Now I am sitting back in my chair again, wondering how to proceed. I'm thinking that at this point we need to become mathematical. Or at least logical. Or even just systematic in our use of language. Here I am composing English sentences that I suppose make some sort of sense, even though they might be false. At least I suppose that if there are other minds, they might understand what I have written. Or at the very least, that if I read it later on, that I might understand it. So let me get mathematical.

One of the indelible experiences of my life, which left me with lasting memories, was my introduction to mathematics by Prof. Carl Grimm. He taught me what mathematics is. Or, at least, he taught me what he thought mathematics was. Or more precisely, he taught me what I came to think mathematics is.

Since that experience, I have come to think that maybe my thoughts about mathematics and what it is, are different from what most mathematicians think it is. [(7/11/15) cf. my essay Conceptual Math] I have also come to realize that this different view of mathematics is consistent with my different view of what reality is -- recall my view that there is only one experiencer in all of reality. So the next step is for me to explain my view of mathematics and then to use that to begin to explore the consequences of the notions of thought, belief, etc. that we have developed so far.

What I remember Prof.
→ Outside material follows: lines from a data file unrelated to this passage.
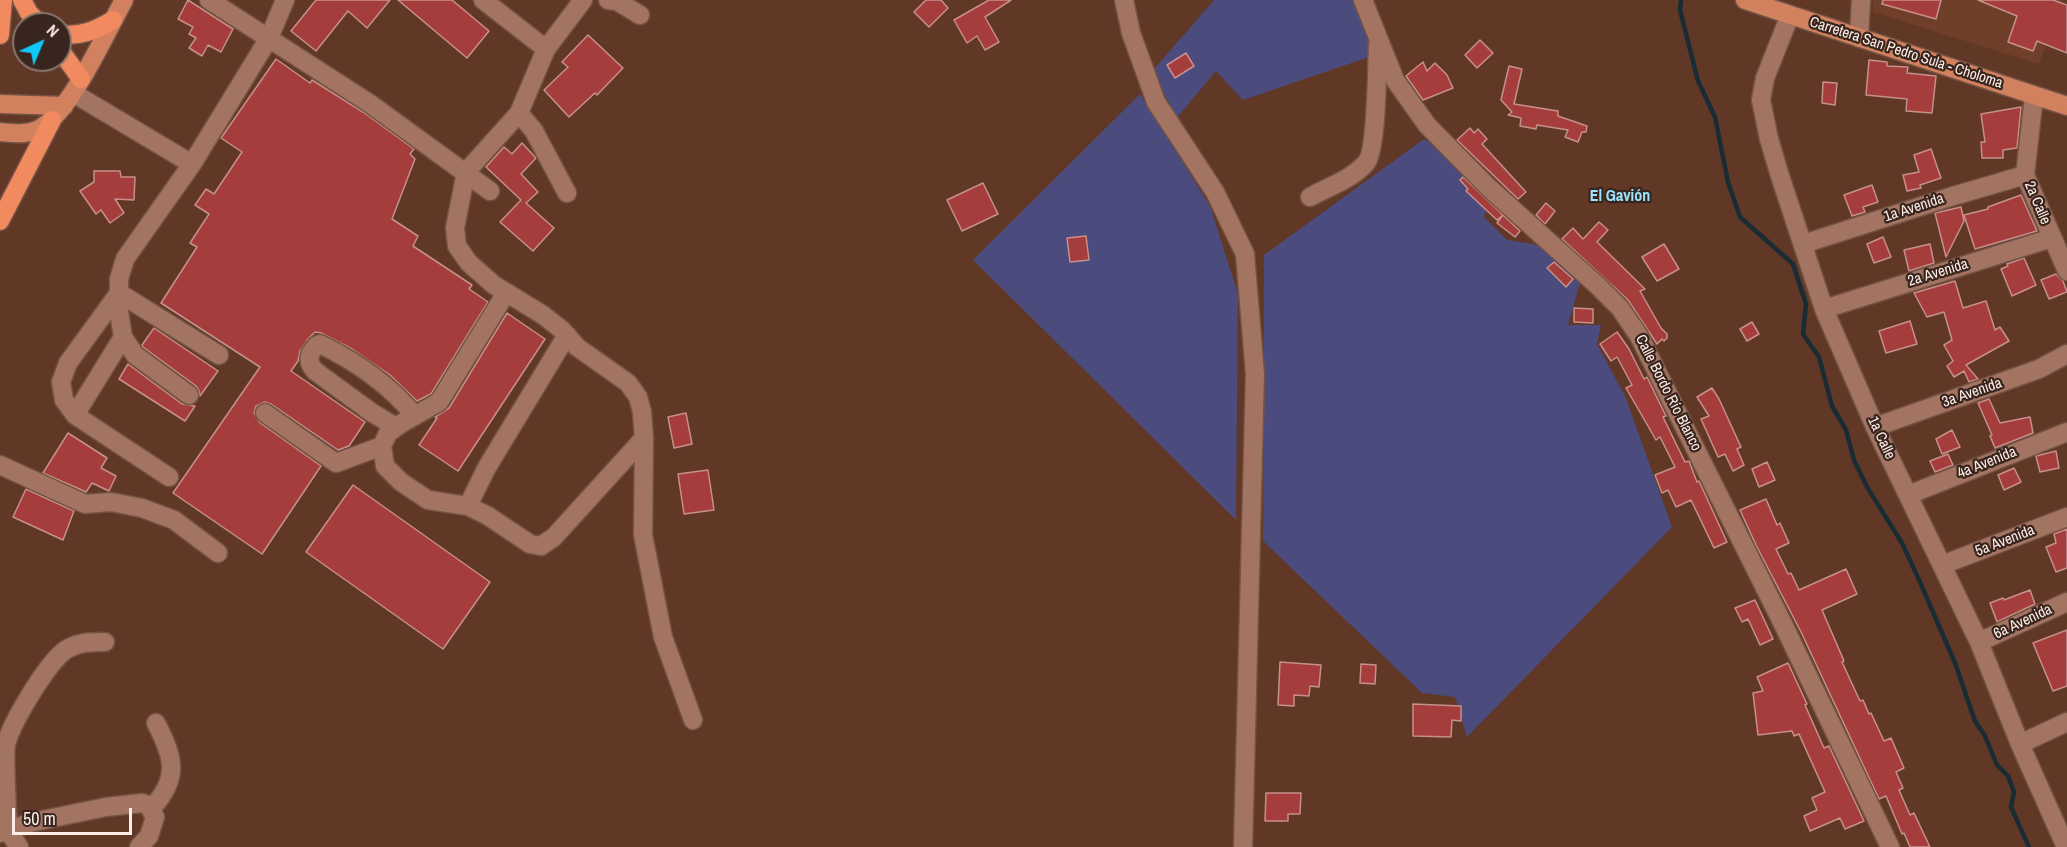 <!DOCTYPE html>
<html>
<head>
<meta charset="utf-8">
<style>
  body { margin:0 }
  #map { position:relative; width:2067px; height:847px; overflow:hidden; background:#613726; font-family:"Archivo Narrow",sans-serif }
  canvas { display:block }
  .north { position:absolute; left:12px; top:12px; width:60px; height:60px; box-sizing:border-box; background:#38251d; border:2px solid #87756e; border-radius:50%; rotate:44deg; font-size:16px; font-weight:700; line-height:24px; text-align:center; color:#feeee7 }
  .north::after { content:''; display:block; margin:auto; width:21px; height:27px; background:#0ecafa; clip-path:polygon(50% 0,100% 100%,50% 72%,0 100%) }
  .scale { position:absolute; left:12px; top:808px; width:120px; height:27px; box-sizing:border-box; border:3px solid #feeee7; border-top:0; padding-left:8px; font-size:18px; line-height:21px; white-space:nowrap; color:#feeee7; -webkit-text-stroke:4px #38251d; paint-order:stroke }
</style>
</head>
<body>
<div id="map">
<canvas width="2067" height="847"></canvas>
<div class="north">N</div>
<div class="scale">50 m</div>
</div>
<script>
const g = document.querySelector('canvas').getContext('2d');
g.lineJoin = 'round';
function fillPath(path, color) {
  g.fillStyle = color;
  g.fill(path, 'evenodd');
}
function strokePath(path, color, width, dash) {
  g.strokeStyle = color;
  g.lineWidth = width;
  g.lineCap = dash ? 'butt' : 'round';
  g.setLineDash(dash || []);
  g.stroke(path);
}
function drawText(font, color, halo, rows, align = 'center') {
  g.font = font + ' "Archivo Narrow",sans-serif';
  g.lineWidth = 4.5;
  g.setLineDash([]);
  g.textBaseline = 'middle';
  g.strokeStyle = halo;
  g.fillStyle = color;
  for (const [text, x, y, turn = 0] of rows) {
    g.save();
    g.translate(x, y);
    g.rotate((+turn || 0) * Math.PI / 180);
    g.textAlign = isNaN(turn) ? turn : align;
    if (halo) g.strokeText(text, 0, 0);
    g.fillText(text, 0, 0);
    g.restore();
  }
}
const built = new Path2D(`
  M1873,0H2062L2039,64L1873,12Z`);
const green = new Path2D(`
  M1214,0H1356L1378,54L1243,100L1216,71L1175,120L1154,69Z
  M1140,94L1210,206L1238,294L1236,520L973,260Z
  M1424,139L1459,164L1490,193L1484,217L1507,240L1533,244L1557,254L1582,276L1568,325H1601L1597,344L1625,396L1672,527L1467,737L1455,697L1422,693L1263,541L1264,255Z`);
const stream = new Path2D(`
  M1681,0L1680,10L1698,81L1715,117L1728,182L1740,217L1793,264L1806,304L1803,334L1819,357L1832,406L1846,430L1854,460L1867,487L1902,543L1920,582L1955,663L1975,721L1985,736L1997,765L2008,776L2014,792L2011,807L2029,847`);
const building = new Path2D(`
  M188,0L233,29L221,52L208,45L202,56L189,48L196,38L189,34L193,27L178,19Z
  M316,0H390L367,28L348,11L316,51L291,31Z
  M398,0H452L489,31L467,58Z
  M926,0H941L948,8L929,27L914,12Z
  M989,0H1011L985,17L999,42L985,50L977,36L967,43L954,20Z
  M1883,0H1941L1936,19L1882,4Z
  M1978,0H2053L2067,5V53L2037,41L2033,51L2008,42L2017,16Z
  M588,35L623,68L597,95L595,93L569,117L544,90L568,67L562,62Z
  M1480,40L1493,53L1477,68L1465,55Z
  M1186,53L1194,66L1175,78L1167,65Z
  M276,59L310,83L312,80L363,112L414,149L410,154L415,159L392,219L418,236L413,246L472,285L469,289L488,302L431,394L417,401L390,375L352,349L321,333L315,332L308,339L300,351L298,361L291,371L365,422L349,446L338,450L271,404L265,402L256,406L254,413L259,422L321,466L262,554L173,493L260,367L161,303L197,247L190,243L209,214L195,205L206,189L214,194L242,152L221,138Z
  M1869,60L1887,62V66L1908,67L1907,73L1936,76L1932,113L1906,111L1907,99L1866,95Z
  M1423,62L1427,71L1435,63L1447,75L1453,88L1423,100L1406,76Z
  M1509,66L1522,69L1514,104L1558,111V116L1587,126L1586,132H1582L1578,142L1565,137L1568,130L1537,125L1536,129L1520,126L1521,118L1508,115L1512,112L1501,100Z
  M1823,82L1837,83L1835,105L1822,103Z
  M2021,107L2017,148L2003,150V158H1982L1981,142H1985L1981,114Z
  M1470,128L1474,133L1478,129L1487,139L1482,144L1526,192L1518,199L1457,140Z
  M522,143L536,158L521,174L538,192L526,203L554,228L533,251L500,222L521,200L486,167L504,147L512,154Z
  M1931,149L1941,178L1920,185L1921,188L1907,191L1903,175L1919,172L1914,155Z
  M94,171H120L121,177H135L134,200L115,199L124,213L110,223L101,210L96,214L80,191L94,182Z
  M1463,177L1503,215L1497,220L1466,191L1468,189L1460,180Z
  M983,183L998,214L962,231L947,200Z
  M1872,185L1878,202L1863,207L1865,212L1852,216L1844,195Z
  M2021,195L2037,231L1975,249L1964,215L1988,209V207Z
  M1546,203L1555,211L1545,224L1536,215Z
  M1961,207L1964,221L1946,257L1935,213Z
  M1503,215L1520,231L1515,237L1497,223Z
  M1599,222L1608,230L1597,242L1645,289L1640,291L1661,328L1667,334V338L1664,341L1662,339L1657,344L1628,300L1562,239L1573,228L1583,239Z
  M1086,236L1089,260L1070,262L1067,238Z
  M1883,237L1891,257L1874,263L1867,244Z
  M1664,244L1679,269L1657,281L1642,257Z
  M1930,244L1934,263L1909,271L1904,250Z
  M2024,258L2036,285L2012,296L2001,269L2008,266L2007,264Z
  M1554,262L1573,279L1566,287L1547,268Z
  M2056,274L2063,281L2067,292L2049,299L2041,280Z
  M1955,281L1963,308L1986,301L1995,330L2000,327L2009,341L1966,365L1978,379L1969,382L1964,371L1954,377L1947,366L1953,361L1944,345L1952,340L1944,312L1927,317L1914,293Z
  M1574,308L1593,309V323L1574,322Z
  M507,313L545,339L458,471L419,445L437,418L435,417L449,408Z
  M1910,321L1917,344L1886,353L1879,331Z
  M1752,322L1759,334L1747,341L1740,329Z
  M154,328L218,371L200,396L199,391L196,386L143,347L142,345Z
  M1617,332L1629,349L1644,379L1647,377L1666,416L1663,417L1685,462L1689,461L1697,482L1699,481L1727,542L1714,548L1691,500L1676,507L1668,490L1662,493L1655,475L1675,467L1660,437L1656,440L1626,388L1632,385L1617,357L1611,361L1600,344Z
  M128,364L182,404L195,406L185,421L119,379Z
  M1712,388L1719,399L1741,447L1737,449L1744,465L1733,471L1725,454L1718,457L1701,419L1709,416L1697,397Z
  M1989,399L2000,423L2030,417L2033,433L1995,448L1990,436L1992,435L1978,403Z
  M686,413L692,444L674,448L668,417Z
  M1952,430L1960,447L1942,454L1936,439Z
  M68,433L107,458L101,468L116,476L109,491L92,483L86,492L43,473Z
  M2056,451L2059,468L2040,472L2036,456Z
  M1948,454L1953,465L1935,472L1930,461Z
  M1767,462L1775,480L1759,487L1752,469Z
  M2014,468L2021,482L2004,490L1998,475Z
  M708,470L714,510L684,514L678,474Z
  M353,485L490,582L443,649L306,552Z
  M26,489L74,511L63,540L13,517Z
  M1766,499L1777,525L1780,523L1789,543L1776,549L1788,574L1791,573L1799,590L1846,569L1857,594L1822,610L1844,661L1842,662L1860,701L1863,700L1869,714L1871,713L1884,741L1891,738L1904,768L1896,772L1903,788L1899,790L1910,815L1914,813L1930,847H1910L1904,833L1902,834L1886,796L1879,799L1801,632L1756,545L1740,510Z
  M2067,529V568L2056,572L2046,547L2056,543L2054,534Z
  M2030,590L2035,604L1997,622L1990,603L2003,598L2004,600Z
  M1755,600L1773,639L1760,645L1748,619L1742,622L1735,608Z
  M2067,630V686L2053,691L2033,643Z
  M1280,662L1321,665L1319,687L1310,686L1309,696L1294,695V706L1278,705Z
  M1788,663L1807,704L1805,705L1824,748L1829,746L1864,821L1845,829L1840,818L1810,831L1804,816L1817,810L1812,798L1825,792L1799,734L1794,736L1792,731L1758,735L1753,693L1763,691L1757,677Z
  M1361,664L1376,665L1375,684L1360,683Z
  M1413,704L1461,706V721L1452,720L1451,737L1413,736Z
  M1266,793H1301L1300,814H1288V821H1265Z`);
const minor = new Path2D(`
  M209,0L369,103L490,191
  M483,0L546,49
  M583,0L546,49L519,113L466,172L455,228L457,246L469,263L494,285L543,315L562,330L577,347L628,383L638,397L642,412L644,438L643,535L663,637L693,720
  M608,0L617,1L640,15
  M1124,0L1131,33L1156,102L1215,192L1245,254L1255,374L1243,847
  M1363,0L1395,80L1427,125L1488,187L1598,286L1620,308L1639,336L1784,626L1890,847
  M1790,15L1765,78L1761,100L1769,139L1780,176L1824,309L1875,427L1979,642L2020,744L2066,847
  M1859,38L1861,0
  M73,93L192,164
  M2034,96L2025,175L2067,271
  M519,113L534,131L567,193
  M1310,197C1328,187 1352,179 1366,163C1377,151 1377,65 1378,44
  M1803,244L1950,197L2025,175
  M506,293L439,402L402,423L388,433L382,446L385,466L401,482L428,500L468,506L488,516L530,544L541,546L554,537L644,438
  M1824,309L2052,238
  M189,395L135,355L123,337L119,312V279L125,259L192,164L269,38L285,0
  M265,413L336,463L382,446
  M75,415L123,337
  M396,427L371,412L315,371C307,362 308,354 316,346L320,344C357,362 389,384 415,416
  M1875,427L2039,369L2067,354
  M0,465L85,504L111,502L142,508L174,520L218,553
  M169,477L75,415L64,400L61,382L68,363L119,293L219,355
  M1908,495L2067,432
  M468,506L486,469L567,335
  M1942,565L2067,517
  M1979,642L2067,602
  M2020,744L2067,722
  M151,809C180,778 174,758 156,723
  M0,833L33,822L106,807L142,803L148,805L155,817L149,836L139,847
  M19,847C16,842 11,837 9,831C7,826 4,748 6,744C12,722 50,657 69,648C80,642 92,642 105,642`);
const major = new Path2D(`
  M1745,0L2067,106
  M0,104L64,106
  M0,132C12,133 25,135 37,130C69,116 106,32 124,0`);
const highway = new Path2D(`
  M22,0L29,13L40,24
  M60,34C81,37 96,30 113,20
  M0,35L3,0
  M60,50L81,79
  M0,221L52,120`);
const streetNames = [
  ["Carretera San Pedro Sula - Choloma",1906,53,18],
  ["2a Calle",2037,203,67],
  ["1a Avenida",1914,208,-18],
  ["2a Avenida",1938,273,-17],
  ["Calle Bordo Río Blanco",1668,393,63],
  ["3a Avenida",1972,393,-19],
  ["1a Calle",1881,438,65],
  ["4a Avenida",1987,463,-22],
  ["5a Avenida",2005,541,-21],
  ["6a Avenida",2023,622,-25]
];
const neighbourhoodNames = [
  ["El Gavión",1620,197]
];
fillPath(built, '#703f2a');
fillPath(green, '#4c4b7e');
strokePath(stream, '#1a2c33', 4.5);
fillPath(building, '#a63d3d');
strokePath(building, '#c6908d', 1.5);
strokePath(minor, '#745345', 21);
strokePath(major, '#745345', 21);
strokePath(highway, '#745345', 21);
strokePath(minor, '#a37461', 18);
strokePath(major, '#d2815f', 18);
strokePath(highway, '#f18a5e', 18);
drawText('15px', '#feeee7', '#38251d', streetNames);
drawText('bold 16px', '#9be3fd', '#38251d', neighbourhoodNames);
</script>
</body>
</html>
Grimm say is that mathematics is the attempt to answer the question, "What can we say with certainty?" The mathematical answer is that we can say nothing with certainty except that if you take a set of premises that are true and derive statements from them using logic, then those statements must also be true. That is, the only thing we can say with certainty are statements of the form, If...then....Mathematics makes no claim or statement about whether any particular premises are true; only that if they are, then the conclusions must also be true. So mathematics is powerless to say anything about the truth of anything real, whatever "real" means.

Nevertheless, we can say a lot of things with certainty. But they are all of the If...then.... variety.

The next move is to take a look at those "If"s. What are they and where do they come from? They are the premises that mathematical theories start with. They are almost plucked out of thin air. For several thousand years, they were notions that were thought to be obviously and absolutely true. They were Euclid's axioms. Things like the idea that there is only and exactly one straight line connecting two distinct points. Euclid didn't say exactly what a point or a line is, or what it means to be straight, or even what he meant by the number one, but those ideas were thought to be obvious too. They were called primitives and they didn't need to be explained.

[I am tired and hungry. I'll continue later with ideas on logic and language.]